Table of contents

How do I implement rate limiting in Scrapy?

Rate limiting is crucial for responsible web scraping to prevent overwhelming target servers and avoid getting blocked. Scrapy provides several built-in mechanisms and customization options to control the rate of requests sent to websites. This guide covers various approaches from basic delays to advanced throttling strategies.
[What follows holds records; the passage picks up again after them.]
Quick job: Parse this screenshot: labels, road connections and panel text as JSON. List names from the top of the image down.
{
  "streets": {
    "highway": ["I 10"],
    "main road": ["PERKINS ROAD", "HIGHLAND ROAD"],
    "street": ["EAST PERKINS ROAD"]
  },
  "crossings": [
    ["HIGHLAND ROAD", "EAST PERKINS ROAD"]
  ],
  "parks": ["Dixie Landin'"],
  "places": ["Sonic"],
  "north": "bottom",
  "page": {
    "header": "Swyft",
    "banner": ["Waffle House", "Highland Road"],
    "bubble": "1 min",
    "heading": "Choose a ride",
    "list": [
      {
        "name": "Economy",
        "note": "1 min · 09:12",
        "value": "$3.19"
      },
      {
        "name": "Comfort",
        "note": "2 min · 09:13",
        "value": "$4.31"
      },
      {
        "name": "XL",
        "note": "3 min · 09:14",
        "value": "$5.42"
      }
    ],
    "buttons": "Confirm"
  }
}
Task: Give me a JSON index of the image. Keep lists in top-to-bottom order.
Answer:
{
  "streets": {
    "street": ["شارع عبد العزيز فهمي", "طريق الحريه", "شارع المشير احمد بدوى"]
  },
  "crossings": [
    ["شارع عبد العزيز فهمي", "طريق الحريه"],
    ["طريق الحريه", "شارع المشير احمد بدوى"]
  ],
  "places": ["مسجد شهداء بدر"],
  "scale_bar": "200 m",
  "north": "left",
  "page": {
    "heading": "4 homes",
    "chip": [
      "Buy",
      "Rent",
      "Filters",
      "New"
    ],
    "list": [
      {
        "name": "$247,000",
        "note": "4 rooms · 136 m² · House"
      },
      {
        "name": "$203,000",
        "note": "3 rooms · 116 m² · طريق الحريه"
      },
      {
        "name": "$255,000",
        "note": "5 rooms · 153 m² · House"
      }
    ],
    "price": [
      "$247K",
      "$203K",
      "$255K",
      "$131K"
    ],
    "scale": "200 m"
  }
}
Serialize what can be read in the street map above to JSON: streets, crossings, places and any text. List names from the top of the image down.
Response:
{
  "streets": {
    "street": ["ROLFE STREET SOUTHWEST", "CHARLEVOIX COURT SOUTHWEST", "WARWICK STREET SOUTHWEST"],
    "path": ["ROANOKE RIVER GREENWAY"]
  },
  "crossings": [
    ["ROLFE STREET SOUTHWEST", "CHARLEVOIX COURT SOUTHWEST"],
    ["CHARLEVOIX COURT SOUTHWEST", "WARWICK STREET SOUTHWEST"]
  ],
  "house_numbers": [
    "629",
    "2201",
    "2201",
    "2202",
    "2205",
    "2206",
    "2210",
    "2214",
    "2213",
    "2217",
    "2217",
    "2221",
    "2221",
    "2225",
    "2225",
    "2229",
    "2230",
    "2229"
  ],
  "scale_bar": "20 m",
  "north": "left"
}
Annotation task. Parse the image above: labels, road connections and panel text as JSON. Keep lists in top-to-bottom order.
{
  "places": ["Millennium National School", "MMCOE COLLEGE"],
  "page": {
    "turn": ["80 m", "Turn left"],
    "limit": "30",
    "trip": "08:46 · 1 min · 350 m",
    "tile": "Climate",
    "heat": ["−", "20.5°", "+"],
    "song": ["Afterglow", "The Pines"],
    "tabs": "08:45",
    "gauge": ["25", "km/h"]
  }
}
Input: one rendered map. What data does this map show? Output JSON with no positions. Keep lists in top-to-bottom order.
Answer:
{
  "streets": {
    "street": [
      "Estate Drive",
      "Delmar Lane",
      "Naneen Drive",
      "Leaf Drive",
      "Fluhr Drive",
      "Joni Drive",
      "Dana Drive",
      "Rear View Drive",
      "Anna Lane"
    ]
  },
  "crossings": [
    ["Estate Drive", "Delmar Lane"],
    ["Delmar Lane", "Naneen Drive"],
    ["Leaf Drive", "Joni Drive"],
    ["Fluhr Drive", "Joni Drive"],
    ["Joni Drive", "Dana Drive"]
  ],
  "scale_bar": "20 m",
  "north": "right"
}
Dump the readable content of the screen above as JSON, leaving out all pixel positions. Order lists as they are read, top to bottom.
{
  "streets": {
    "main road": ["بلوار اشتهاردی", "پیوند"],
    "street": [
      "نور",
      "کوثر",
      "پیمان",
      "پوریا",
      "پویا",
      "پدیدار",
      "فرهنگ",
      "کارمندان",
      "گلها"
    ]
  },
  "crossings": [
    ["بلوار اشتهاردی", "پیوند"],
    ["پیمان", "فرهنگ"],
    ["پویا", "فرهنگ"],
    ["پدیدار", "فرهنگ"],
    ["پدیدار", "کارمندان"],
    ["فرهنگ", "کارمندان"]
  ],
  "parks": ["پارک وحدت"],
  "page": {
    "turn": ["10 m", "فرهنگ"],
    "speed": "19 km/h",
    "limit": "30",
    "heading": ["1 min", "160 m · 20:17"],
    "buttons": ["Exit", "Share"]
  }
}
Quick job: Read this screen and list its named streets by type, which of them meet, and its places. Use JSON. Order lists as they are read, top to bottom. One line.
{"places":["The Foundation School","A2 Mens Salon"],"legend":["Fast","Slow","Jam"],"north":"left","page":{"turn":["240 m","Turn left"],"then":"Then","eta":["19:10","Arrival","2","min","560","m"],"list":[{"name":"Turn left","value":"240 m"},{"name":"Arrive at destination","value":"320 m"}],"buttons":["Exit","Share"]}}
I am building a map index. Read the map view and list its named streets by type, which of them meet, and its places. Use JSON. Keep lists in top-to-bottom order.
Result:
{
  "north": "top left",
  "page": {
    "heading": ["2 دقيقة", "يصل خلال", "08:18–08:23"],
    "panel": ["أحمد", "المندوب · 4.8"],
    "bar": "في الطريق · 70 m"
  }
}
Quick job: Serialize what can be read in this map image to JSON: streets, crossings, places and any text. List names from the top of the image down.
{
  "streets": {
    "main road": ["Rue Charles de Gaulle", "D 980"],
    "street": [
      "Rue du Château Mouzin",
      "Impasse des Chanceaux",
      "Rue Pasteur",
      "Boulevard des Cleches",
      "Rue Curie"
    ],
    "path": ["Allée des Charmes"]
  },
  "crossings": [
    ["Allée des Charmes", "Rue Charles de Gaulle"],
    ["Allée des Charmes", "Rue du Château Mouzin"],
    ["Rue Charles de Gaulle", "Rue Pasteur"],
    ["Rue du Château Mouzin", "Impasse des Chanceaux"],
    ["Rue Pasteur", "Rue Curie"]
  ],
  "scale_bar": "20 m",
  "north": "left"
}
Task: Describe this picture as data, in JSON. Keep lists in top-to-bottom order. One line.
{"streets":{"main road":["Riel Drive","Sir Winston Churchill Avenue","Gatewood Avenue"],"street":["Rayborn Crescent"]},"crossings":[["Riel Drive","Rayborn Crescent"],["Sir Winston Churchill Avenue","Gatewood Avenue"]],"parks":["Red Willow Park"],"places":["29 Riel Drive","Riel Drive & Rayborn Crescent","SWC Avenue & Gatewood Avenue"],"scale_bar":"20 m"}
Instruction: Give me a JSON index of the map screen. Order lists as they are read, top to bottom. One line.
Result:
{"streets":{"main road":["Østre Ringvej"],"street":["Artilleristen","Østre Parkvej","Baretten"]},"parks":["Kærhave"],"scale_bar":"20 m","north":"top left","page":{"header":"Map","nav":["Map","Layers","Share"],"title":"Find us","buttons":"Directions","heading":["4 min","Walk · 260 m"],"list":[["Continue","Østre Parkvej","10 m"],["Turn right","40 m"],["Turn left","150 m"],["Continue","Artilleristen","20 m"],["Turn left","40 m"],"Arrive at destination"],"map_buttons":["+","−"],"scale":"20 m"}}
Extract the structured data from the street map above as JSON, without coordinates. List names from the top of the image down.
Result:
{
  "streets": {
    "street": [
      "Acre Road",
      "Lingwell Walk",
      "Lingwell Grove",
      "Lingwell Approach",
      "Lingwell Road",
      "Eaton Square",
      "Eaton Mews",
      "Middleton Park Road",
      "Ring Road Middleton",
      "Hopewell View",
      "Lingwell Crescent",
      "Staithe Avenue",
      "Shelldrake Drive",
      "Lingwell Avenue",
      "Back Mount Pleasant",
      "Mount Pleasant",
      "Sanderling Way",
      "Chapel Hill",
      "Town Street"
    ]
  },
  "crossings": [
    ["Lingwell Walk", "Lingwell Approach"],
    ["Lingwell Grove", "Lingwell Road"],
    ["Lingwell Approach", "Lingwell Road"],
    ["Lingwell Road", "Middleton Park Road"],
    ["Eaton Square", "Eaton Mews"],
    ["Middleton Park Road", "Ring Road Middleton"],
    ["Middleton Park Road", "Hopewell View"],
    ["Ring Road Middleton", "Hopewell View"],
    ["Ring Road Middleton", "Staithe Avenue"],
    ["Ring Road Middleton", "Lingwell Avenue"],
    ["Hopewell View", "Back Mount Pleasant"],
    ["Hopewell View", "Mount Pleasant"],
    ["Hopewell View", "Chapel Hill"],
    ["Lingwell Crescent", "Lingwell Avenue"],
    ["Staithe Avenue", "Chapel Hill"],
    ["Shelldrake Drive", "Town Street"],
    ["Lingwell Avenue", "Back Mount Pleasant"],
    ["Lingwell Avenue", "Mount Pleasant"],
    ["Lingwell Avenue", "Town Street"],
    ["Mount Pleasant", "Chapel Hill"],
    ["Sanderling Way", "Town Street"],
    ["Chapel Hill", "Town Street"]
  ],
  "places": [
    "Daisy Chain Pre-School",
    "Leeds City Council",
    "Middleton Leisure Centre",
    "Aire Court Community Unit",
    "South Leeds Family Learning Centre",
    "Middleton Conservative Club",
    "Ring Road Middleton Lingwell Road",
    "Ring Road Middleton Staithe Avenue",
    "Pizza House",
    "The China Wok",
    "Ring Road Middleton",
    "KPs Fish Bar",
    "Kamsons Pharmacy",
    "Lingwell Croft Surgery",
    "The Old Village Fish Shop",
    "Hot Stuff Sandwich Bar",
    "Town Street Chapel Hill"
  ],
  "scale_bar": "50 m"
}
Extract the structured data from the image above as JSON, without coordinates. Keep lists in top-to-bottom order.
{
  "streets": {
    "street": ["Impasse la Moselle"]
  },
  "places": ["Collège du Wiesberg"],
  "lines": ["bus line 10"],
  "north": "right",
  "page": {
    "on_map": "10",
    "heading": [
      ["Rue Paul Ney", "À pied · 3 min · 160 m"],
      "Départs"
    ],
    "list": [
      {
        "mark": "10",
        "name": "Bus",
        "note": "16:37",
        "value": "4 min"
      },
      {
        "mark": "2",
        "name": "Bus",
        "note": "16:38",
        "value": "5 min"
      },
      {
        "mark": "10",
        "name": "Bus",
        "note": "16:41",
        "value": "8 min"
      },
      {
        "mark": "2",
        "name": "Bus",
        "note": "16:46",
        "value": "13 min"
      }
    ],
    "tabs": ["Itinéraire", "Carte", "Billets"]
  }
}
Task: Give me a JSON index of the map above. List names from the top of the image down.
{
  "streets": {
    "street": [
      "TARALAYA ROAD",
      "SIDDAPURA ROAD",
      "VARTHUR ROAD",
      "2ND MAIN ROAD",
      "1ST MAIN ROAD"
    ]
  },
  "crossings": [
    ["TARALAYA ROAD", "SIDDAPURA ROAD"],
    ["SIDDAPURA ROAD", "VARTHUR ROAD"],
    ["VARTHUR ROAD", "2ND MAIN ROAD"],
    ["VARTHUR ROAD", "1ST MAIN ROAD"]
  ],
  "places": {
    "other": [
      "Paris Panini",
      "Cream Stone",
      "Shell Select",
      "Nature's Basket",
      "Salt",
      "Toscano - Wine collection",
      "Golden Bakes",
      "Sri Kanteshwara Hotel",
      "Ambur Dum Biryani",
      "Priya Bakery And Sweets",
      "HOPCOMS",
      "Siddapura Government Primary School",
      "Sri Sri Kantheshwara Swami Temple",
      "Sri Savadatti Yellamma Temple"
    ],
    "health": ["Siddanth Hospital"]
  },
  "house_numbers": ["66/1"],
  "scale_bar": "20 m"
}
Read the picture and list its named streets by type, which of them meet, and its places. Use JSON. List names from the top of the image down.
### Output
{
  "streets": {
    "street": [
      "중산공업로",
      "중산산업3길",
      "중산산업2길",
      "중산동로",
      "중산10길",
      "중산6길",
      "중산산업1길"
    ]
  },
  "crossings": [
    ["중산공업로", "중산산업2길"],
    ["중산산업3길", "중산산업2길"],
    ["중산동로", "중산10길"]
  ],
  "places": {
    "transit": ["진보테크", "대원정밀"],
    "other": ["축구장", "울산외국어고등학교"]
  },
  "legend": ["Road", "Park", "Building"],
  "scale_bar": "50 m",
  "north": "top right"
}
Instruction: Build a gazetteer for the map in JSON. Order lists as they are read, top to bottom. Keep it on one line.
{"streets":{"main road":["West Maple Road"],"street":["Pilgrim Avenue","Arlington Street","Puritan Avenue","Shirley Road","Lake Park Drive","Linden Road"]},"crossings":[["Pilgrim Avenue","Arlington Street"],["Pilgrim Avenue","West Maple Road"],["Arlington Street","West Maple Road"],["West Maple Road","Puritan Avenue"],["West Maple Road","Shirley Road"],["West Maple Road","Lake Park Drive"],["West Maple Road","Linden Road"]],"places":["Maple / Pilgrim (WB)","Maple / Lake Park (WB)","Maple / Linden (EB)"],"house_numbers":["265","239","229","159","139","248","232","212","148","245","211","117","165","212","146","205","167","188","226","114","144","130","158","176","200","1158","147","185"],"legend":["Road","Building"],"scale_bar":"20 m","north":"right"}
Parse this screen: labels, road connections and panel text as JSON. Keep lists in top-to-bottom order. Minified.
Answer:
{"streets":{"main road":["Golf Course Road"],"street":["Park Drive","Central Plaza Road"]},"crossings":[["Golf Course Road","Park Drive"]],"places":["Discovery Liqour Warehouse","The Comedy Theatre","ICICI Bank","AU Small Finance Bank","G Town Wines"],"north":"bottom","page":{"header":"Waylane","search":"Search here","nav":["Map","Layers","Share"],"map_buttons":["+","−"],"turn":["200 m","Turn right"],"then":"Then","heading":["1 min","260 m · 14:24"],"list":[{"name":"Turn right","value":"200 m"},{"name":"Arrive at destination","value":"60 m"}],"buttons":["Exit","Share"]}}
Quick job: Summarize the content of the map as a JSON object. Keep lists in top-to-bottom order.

Understanding Rate Limiting in Scrapy

Rate limiting controls how frequently your spider sends requests to a website. Without proper rate limiting, you risk:

  • Getting blocked by anti-bot systems
  • Overloading the target server
  • Receiving HTTP 429 (Too Many Requests) errors
  • Poor server performance for other users

Method 1: Basic Download Delay

The simplest approach is setting a fixed delay between requests using the DOWNLOAD_DELAY setting.

Global Download Delay

Add this to your settings.py file:

# settings.py
DOWNLOAD_DELAY = 2  # 2 seconds delay between requests
RANDOMIZE_DOWNLOAD_DELAY = 0.5  # Randomize delay (0.5 * to 1.5 * DOWNLOAD_DELAY)

Per-Spider Download Delay

You can also set delays specific to individual spiders:

# my_spider.py
import scrapy

class MySpider(scrapy.Spider):
    name = 'rate_limited_spider'
    download_delay = 3  # 3 seconds delay for this spider
    randomize_download_delay = 0.5

    def start_requests(self):
        urls = ['https://example.com/page1', 'https://example.com/page2']
        for url in urls:
            yield scrapy.Request(url=url, callback=self.parse)

    def parse(self, response):
        # Extract data here
        yield {'title': response.css('title::text').get()}

Method 2: AutoThrottle Extension (Recommended)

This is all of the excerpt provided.